Top of DATASET RECORDS
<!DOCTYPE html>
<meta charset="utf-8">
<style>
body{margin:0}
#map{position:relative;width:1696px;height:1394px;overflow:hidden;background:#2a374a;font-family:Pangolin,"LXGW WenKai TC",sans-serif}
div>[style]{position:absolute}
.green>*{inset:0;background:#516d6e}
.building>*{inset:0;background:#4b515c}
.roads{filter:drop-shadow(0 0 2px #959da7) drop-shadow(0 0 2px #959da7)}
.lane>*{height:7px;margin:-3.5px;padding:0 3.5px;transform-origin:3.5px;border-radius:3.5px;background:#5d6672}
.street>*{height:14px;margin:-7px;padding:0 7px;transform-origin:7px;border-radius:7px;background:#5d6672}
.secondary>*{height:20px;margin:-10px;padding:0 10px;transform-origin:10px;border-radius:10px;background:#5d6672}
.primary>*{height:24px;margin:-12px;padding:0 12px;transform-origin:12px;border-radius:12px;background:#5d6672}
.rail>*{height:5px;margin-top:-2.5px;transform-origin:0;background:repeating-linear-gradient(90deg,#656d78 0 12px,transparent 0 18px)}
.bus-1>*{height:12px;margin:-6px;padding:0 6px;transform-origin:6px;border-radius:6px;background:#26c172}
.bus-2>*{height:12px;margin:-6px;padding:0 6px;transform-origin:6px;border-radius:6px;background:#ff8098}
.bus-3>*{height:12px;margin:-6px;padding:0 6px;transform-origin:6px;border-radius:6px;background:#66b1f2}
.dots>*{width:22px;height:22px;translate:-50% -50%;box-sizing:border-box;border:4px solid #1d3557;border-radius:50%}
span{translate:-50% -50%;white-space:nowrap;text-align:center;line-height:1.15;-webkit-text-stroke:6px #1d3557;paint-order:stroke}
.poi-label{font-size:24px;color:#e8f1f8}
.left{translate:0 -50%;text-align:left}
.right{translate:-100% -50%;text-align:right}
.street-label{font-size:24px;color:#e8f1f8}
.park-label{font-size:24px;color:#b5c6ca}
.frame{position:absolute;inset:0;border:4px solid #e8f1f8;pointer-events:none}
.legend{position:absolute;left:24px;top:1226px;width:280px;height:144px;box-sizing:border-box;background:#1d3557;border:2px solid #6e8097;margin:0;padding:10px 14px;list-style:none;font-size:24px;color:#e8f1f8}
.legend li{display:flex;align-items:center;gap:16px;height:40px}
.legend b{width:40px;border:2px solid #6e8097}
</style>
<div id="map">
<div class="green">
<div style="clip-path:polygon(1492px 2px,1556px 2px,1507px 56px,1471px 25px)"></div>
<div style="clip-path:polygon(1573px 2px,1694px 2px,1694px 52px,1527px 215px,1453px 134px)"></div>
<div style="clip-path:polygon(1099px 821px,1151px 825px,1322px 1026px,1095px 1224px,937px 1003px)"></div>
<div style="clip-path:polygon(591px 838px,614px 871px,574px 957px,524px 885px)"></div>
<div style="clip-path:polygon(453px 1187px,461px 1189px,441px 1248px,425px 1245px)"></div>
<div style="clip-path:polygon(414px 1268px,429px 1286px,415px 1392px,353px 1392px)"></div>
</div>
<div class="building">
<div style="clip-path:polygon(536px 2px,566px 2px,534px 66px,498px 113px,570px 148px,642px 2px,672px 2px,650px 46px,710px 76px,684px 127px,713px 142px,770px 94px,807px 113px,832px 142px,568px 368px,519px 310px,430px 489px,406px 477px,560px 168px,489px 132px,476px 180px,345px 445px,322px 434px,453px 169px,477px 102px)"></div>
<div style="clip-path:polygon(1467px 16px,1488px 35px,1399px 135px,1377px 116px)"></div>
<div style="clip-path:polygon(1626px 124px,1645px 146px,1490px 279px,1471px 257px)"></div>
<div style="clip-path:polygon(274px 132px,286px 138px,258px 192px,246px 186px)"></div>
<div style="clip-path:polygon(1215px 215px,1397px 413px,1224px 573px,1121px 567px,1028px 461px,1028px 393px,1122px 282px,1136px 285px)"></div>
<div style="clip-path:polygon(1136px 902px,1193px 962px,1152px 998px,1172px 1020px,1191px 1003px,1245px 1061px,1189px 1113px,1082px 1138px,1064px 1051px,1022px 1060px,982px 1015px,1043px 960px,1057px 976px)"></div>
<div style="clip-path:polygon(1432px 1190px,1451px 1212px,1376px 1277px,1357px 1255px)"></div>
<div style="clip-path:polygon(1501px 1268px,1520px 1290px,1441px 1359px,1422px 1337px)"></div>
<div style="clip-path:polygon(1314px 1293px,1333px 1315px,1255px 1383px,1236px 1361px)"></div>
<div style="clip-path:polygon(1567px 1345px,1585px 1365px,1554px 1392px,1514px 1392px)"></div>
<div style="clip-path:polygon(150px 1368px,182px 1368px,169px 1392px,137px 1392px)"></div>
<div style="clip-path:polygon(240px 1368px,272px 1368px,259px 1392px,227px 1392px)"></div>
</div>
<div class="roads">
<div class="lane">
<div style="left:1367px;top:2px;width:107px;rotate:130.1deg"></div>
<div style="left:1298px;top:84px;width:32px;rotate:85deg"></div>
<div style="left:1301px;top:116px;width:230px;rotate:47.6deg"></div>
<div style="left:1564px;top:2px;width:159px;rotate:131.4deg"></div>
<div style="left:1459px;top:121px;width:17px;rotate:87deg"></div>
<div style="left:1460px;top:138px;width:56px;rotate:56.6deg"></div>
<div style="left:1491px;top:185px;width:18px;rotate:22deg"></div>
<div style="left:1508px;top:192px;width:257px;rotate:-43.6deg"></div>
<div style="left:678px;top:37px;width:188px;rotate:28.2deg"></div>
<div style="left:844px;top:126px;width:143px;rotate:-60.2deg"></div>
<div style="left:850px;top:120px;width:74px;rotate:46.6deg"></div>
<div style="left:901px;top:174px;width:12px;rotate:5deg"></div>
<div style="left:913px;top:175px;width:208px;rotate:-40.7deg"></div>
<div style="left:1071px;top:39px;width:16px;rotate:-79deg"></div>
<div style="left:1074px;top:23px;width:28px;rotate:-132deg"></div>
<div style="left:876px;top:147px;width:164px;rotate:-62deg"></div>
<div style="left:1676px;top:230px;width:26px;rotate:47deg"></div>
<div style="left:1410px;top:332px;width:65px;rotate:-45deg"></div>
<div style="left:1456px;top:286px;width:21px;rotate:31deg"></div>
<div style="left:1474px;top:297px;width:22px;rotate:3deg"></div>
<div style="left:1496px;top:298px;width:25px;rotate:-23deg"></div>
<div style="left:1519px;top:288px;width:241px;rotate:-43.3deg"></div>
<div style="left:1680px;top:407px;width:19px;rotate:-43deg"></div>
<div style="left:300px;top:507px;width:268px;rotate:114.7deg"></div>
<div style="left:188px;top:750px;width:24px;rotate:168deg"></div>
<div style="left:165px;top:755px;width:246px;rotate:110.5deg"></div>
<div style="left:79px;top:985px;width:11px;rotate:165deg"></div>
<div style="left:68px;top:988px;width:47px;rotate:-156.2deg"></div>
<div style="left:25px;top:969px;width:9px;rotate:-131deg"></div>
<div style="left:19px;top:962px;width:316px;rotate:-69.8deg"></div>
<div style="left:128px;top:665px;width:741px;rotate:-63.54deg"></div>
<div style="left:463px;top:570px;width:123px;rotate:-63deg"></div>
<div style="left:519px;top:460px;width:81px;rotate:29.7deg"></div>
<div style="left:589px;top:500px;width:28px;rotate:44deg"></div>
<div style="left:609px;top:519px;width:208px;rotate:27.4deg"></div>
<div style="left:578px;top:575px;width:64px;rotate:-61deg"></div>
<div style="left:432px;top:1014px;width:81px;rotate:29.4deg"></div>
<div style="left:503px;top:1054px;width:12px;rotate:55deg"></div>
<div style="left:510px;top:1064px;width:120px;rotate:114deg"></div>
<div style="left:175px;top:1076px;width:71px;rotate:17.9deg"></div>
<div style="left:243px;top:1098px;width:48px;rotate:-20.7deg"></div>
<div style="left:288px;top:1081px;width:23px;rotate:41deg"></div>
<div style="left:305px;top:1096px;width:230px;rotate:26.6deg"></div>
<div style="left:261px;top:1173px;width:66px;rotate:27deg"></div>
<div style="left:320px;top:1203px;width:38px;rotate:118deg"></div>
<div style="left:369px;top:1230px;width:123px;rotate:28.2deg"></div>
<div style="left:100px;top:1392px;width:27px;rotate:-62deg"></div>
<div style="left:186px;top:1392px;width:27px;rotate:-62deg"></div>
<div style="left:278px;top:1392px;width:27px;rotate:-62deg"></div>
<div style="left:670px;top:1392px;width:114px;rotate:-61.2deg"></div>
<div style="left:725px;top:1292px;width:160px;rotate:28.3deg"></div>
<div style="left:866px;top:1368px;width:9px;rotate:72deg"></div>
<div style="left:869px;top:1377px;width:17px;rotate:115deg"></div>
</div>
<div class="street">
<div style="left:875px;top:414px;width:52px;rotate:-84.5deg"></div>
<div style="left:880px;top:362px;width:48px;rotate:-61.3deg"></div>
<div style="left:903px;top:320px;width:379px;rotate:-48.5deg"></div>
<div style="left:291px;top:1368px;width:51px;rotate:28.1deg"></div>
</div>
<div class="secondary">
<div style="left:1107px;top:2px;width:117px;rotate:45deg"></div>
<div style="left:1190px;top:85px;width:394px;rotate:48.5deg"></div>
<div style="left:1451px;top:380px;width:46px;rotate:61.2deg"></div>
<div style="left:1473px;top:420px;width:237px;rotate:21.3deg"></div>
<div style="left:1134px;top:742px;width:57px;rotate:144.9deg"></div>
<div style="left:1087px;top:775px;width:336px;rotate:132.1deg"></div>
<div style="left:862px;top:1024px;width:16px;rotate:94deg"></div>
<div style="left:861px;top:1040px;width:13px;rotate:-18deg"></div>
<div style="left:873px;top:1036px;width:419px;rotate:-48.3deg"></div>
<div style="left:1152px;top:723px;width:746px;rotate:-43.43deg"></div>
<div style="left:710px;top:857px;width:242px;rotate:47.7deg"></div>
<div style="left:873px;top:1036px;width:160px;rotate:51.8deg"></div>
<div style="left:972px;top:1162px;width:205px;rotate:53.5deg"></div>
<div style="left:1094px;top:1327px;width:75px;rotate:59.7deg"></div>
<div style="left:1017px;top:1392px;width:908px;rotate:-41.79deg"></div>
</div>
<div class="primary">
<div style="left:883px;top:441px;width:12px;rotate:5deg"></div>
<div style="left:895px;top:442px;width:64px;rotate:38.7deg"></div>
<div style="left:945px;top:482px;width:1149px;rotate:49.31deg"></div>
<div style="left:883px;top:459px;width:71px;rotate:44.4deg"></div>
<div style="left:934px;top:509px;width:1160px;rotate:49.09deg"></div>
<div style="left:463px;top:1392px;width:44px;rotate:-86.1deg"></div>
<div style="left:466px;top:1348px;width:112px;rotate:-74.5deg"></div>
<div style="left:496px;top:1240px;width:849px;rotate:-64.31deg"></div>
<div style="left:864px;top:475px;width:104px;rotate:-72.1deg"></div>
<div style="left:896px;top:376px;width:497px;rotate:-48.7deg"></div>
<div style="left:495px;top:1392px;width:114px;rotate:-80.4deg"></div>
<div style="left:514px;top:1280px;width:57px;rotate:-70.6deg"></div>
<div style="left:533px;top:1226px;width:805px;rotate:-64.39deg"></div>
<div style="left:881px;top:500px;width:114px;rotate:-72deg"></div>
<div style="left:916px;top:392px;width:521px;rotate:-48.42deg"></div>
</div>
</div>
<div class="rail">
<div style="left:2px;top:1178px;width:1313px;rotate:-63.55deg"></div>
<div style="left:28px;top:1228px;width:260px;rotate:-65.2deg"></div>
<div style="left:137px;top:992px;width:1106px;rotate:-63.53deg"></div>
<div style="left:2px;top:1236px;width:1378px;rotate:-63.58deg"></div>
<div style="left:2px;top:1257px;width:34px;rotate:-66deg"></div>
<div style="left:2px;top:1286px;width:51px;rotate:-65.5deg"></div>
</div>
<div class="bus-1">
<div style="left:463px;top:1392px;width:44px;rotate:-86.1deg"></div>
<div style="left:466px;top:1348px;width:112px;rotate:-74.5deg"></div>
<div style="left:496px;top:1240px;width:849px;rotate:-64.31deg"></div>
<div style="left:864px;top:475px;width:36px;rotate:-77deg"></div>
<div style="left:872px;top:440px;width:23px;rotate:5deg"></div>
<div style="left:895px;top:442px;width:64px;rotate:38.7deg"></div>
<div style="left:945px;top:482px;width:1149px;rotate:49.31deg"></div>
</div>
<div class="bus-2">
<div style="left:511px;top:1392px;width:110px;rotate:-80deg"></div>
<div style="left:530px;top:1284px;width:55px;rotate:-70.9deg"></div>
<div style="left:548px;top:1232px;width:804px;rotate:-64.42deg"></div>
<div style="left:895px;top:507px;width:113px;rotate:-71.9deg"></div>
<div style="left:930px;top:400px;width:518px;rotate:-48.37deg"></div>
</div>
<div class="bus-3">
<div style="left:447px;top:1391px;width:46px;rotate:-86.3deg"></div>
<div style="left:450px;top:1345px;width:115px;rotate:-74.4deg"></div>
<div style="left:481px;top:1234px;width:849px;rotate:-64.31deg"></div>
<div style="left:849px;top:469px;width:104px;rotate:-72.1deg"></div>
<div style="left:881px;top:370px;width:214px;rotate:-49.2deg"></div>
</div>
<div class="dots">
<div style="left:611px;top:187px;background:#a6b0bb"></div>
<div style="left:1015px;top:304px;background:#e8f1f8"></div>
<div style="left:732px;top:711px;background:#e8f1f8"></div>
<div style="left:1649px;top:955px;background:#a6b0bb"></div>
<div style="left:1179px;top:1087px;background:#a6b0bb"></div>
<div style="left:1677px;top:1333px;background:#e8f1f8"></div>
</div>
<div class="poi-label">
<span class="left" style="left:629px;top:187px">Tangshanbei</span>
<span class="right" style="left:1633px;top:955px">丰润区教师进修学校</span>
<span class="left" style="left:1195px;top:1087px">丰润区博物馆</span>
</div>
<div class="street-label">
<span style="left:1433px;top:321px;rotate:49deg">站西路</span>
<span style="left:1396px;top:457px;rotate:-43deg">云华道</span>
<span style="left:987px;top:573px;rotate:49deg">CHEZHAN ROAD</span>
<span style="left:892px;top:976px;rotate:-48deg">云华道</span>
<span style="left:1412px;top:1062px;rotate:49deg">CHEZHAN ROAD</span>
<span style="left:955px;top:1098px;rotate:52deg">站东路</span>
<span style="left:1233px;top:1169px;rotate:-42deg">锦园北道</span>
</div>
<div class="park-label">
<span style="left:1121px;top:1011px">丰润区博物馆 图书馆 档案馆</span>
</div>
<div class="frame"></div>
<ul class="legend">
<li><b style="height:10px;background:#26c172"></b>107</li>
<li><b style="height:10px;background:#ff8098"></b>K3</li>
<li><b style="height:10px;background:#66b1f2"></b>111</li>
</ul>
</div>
Bottom of DATASET RECORDS
### [EXERCISE BRIEF]
Copy exactly the lines from the top of the entries through the line with "2px #959da7) drop-shadow(0" in it, please, keeping both ends and adding nothing.

### [FINAL ANSWER]
<!DOCTYPE html>
<meta charset="utf-8">
<style>
body{margin:0}
#map{position:relative;width:1696px;height:1394px;overflow:hidden;background:#2a374a;font-family:Pangolin,"LXGW WenKai TC",sans-serif}
div>[style]{position:absolute}
.green>*{inset:0;background:#516d6e}
.building>*{inset:0;background:#4b515c}
.roads{filter:drop-shadow(0 0 2px #959da7) drop-shadow(0 0 2px #959da7)}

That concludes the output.